Would you like to learn more about Vincent van Gogh or his contemporaries? In a series of free lectures we're highlighting a theme raised by an exhibition or recent research.
The lectures take place in the auditorium at 2 pm on a Sunday afternoon. The lectures are Dutch spoken, unless stated otherwise.
This lecture will be given in Dutch
The craze for Japanese art in Paris
By Nienke Bakker, Curator, Van Gogh Museum
Van Gogh discovered Japanese colour woodcuts during his time in Paris (1886–88), at which point Japan had already been fashionable in the French capital for some years. Dealers and exhibitions paid considerable attention to art from the Far East and artists drew inspiration from this new creative example.
Van Gogh was not the only one to fall for the prints’ charms: Impressionists like Claude Monet and Edgar Degas, as well as Van Gogh’s friends Emile Bernard and Paul Gauguin, incorporated Japanese creative inventions in their own art. This lecture places Van Gogh in the wider context of French Japonisme.

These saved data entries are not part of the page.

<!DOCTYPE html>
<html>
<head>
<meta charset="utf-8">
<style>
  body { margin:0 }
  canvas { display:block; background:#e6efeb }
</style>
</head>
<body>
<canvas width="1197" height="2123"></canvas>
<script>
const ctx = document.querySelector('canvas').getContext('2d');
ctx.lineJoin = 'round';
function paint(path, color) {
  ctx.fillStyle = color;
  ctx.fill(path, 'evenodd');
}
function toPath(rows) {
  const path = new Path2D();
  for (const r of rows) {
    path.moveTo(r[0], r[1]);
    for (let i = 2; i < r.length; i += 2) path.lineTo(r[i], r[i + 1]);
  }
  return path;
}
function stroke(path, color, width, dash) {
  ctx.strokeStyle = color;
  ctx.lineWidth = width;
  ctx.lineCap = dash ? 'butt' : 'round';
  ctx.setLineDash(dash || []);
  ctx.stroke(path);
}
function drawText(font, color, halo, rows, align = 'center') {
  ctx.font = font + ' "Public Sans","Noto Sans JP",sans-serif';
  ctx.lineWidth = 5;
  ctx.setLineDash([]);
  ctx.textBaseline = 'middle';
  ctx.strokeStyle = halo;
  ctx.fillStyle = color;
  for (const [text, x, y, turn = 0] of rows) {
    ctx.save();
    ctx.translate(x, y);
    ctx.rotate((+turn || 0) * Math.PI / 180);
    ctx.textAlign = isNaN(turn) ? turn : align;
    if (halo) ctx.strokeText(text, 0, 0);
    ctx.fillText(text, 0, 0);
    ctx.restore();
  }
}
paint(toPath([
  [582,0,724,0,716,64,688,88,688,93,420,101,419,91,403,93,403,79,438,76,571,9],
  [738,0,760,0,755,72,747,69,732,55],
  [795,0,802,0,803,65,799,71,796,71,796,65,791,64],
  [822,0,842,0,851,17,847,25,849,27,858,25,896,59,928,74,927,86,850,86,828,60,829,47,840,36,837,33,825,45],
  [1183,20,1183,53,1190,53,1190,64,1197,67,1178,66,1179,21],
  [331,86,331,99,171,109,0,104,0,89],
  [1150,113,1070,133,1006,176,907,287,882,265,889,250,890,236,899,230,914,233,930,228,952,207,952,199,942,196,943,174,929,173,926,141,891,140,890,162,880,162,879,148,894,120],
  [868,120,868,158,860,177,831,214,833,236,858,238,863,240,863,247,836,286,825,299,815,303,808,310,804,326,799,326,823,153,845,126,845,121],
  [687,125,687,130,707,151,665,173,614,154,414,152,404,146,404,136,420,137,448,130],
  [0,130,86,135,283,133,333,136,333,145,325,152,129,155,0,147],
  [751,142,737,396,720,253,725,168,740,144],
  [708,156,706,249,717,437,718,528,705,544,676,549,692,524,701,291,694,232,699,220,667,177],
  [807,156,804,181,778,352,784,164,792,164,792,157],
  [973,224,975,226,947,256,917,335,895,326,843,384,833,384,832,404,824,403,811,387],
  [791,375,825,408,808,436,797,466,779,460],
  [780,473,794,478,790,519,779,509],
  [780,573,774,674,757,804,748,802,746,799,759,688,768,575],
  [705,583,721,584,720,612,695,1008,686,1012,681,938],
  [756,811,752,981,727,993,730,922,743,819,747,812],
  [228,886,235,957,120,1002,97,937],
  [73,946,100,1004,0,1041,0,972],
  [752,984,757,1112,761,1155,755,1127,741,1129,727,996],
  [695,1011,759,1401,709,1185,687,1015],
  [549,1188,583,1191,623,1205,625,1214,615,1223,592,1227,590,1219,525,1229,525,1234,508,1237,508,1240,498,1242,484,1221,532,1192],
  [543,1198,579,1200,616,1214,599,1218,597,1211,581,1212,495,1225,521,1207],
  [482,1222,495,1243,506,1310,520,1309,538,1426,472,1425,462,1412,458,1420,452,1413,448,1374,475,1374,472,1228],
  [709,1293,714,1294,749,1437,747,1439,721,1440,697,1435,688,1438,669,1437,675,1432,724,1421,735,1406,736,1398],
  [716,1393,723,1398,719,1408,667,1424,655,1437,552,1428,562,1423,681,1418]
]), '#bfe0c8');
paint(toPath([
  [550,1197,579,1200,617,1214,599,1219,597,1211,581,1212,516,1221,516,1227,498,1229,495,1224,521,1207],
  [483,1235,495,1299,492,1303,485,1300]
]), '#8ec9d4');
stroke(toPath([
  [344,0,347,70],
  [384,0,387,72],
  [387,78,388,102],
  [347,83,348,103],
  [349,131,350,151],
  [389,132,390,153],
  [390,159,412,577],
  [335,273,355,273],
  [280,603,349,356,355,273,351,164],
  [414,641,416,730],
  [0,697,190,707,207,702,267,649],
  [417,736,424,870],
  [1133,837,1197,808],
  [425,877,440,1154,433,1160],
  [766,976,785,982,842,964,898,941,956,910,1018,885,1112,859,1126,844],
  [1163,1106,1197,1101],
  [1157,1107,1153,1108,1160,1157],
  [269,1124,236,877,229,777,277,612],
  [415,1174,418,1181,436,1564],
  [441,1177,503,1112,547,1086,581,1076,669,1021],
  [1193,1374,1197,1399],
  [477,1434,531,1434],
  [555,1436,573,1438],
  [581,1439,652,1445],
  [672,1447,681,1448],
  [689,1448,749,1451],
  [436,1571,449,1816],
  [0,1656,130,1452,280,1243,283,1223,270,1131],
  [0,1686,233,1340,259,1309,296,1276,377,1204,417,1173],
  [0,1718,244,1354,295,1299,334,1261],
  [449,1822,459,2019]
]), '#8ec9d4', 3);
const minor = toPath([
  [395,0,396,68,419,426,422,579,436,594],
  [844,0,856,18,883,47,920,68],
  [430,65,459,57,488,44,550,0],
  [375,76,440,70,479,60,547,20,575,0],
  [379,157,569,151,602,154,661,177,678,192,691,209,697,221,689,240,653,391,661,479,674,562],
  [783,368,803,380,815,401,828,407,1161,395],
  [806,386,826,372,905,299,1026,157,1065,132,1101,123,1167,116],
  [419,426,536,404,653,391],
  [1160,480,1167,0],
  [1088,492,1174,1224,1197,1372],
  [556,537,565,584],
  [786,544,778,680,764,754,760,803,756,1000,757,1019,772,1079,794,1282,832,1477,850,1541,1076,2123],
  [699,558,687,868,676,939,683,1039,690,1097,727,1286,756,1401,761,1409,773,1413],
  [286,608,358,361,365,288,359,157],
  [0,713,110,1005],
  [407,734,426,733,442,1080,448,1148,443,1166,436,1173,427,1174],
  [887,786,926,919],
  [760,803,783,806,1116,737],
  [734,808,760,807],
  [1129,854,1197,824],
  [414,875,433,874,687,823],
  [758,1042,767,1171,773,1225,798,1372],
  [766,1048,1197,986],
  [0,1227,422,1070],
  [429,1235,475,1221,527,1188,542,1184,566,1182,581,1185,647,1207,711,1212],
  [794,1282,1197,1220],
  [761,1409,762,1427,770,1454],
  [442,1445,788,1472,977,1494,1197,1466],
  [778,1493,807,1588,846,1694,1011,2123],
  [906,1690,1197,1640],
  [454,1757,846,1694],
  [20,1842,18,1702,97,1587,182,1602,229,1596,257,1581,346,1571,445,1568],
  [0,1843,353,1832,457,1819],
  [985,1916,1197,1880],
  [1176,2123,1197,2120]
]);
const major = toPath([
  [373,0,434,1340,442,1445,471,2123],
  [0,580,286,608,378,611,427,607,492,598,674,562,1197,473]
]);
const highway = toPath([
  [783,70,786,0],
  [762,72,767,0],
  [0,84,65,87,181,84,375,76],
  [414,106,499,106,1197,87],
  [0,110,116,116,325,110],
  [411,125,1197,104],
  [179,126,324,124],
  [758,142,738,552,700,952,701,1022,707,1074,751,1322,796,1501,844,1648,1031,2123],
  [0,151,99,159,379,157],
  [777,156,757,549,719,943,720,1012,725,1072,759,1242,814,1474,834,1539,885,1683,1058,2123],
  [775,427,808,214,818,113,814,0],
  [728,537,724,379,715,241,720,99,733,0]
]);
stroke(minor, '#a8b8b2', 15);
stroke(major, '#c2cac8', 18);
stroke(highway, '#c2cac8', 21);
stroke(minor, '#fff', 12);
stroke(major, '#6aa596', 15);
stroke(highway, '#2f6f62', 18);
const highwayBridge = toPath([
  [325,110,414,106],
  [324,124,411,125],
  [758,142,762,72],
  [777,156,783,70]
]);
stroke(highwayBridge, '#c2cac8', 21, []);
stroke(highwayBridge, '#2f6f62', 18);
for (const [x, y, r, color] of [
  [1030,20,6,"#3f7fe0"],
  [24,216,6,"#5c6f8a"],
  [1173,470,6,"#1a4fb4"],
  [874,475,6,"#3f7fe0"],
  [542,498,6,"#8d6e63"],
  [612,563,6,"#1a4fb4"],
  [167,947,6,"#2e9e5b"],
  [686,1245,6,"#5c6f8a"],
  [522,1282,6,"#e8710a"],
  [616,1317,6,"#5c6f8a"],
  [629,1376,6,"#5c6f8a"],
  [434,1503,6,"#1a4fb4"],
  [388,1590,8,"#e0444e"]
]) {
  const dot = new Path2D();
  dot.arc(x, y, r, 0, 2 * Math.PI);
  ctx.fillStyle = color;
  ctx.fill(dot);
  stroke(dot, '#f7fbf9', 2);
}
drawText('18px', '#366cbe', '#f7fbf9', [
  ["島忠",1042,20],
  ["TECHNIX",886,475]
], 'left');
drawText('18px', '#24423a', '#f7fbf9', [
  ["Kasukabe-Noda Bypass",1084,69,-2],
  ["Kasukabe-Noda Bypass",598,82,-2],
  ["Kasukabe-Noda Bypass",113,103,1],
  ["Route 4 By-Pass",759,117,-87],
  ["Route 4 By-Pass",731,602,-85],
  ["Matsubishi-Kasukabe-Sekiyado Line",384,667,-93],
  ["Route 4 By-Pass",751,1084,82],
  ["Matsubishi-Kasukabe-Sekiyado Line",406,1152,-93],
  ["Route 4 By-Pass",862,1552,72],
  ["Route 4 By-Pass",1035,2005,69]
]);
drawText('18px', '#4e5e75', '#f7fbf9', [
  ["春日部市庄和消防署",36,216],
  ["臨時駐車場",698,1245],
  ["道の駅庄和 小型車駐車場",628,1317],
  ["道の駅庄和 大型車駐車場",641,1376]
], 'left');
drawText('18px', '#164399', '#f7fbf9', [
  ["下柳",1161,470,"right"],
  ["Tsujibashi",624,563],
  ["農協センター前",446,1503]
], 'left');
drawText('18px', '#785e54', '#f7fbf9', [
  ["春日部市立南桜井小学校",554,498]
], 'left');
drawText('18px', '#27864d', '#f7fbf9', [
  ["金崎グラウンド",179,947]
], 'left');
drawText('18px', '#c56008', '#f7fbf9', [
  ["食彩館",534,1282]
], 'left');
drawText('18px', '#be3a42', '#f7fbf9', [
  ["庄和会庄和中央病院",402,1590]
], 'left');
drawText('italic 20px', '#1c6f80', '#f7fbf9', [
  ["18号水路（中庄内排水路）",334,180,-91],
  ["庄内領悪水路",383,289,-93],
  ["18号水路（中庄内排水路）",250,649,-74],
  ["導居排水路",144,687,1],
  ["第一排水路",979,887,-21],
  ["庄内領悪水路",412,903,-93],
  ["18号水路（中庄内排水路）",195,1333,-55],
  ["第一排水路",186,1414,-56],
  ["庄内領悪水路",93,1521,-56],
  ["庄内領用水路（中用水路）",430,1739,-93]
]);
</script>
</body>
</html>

This lecture will be given in English
Symbolism, Japonisme, and the Grotesque
By Frances Connelly, Professor of Modern Art at the University of Missouri – Kansas City
The grotesque plays an outsized role in modern and contemporary art, and finds especially fertile ground in the artistic movements of the late 19th century. The monstrous, uncanny, abject, aberrant: all find new expression in the fin-de-siècle. To be sure, the expressive range in this period is striking, easily demonstrated by comparing the hybrid creatures imagined by Redon with those of Böcklin, the distorted bodies of Rodin with those of Beardsley, or the cadaverous crowds of Munch with the satirical masquerades of Ensor.
The enthusiastic assimilation of Japanese imagery spurred even bolder experimentation in the realm of the grotesque for many artists, including Van Gogh, opening new potentialities in facture, form, and content.